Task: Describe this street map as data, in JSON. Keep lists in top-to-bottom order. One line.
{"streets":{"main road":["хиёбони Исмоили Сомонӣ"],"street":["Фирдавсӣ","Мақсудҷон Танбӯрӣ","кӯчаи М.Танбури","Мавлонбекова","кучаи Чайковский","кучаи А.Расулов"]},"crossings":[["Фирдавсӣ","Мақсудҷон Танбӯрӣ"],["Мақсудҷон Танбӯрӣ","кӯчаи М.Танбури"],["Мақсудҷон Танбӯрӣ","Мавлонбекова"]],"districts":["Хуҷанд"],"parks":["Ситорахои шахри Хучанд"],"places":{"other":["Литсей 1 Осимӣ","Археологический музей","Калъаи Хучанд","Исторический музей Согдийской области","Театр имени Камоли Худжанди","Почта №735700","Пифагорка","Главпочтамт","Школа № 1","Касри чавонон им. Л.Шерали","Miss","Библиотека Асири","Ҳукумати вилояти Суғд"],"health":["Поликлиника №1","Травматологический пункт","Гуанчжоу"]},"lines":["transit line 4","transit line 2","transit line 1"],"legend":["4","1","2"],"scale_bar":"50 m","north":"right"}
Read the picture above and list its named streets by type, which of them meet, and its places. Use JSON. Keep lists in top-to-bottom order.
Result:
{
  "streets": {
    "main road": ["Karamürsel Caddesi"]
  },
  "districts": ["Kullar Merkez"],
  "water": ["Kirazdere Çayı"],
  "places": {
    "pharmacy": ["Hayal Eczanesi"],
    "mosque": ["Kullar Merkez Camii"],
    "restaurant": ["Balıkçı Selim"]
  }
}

________________________________________

» **PROBLEM TO WORK ON**: Take the entries above and transcribe them exactly as they stand.

» **ANSWER SPACE**:
Task: Describe this street map as data, in JSON. Keep lists in top-to-bottom order. One line.
{"streets":{"main road":["хиёбони Исмоили Сомонӣ"],"street":["Фирдавсӣ","Мақсудҷон Танбӯрӣ","кӯчаи М.Танбури","Мавлонбекова","кучаи Чайковский","кучаи А.Расулов"]},"crossings":[["Фирдавсӣ","Мақсудҷон Танбӯрӣ"],["Мақсудҷон Танбӯрӣ","кӯчаи М.Танбури"],["Мақсудҷон Танбӯрӣ","Мавлонбекова"]],"districts":["Хуҷанд"],"parks":["Ситорахои шахри Хучанд"],"places":{"other":["Литсей 1 Осимӣ","Археологический музей","Калъаи Хучанд","Исторический музей Согдийской области","Театр имени Камоли Худжанди","Почта №735700","Пифагорка","Главпочтамт","Школа № 1","Касри чавонон им. Л.Шерали","Miss","Библиотека Асири","Ҳукумати вилояти Суғд"],"health":["Поликлиника №1","Травматологический пункт","Гуанчжоу"]},"lines":["transit line 4","transit line 2","transit line 1"],"legend":["4","1","2"],"scale_bar":"50 m","north":"right"}
Read the picture above and list its named streets by type, which of them meet, and its places. Use JSON. Keep lists in top-to-bottom order.
Result:
{
  "streets": {
    "main road": ["Karamürsel Caddesi"]
  },
  "districts": ["Kullar Merkez"],
  "water": ["Kirazdere Çayı"],
  "places": {
    "pharmacy": ["Hayal Eczanesi"],
    "mosque": ["Kullar Merkez Camii"],
    "restaurant": ["Balıkçı Selim"]
  }
}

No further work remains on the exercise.